─── Information
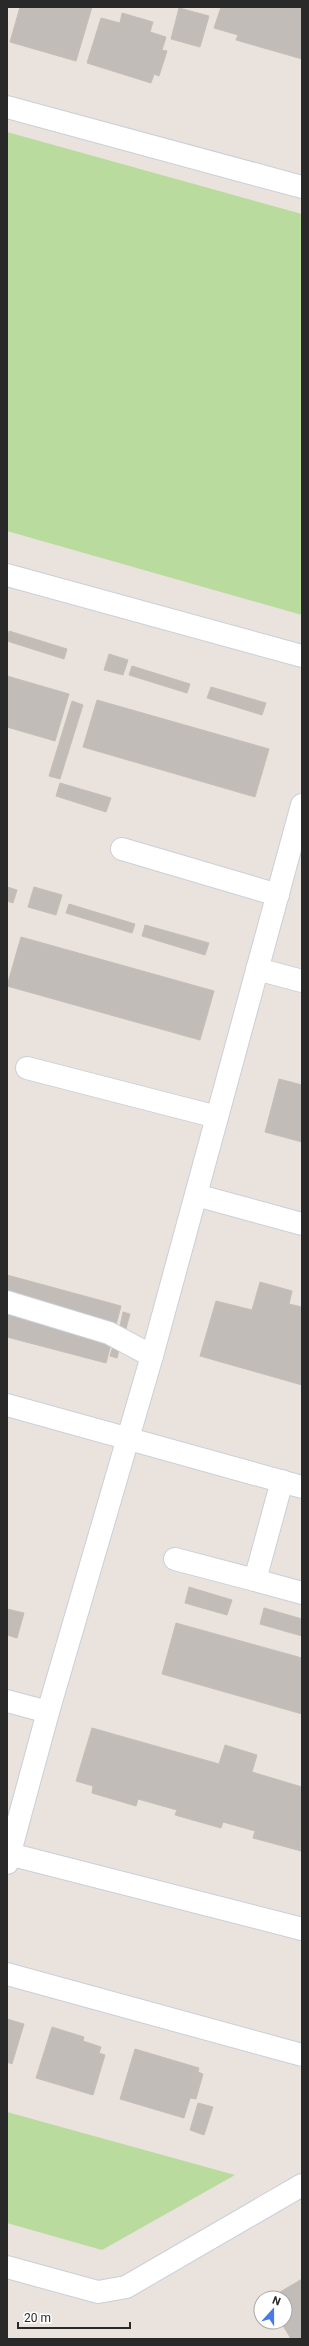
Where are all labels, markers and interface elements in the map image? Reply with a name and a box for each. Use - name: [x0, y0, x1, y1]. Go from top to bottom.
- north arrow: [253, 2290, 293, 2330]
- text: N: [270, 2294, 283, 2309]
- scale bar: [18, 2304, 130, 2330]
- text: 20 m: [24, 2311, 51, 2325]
──────
**Work order:** Transcribe the data verbatim. No picture belongs in the result.

**Task result:**
Where are all labels, markers and interface elements in the map image? Reply with a name and a box for each. Use - name: [x0, y0, x1, y1]. Go from top to bottom.
- north arrow: [253, 2290, 293, 2330]
- text: N: [270, 2294, 283, 2309]
- scale bar: [18, 2304, 130, 2330]
- text: 20 m: [24, 2311, 51, 2325]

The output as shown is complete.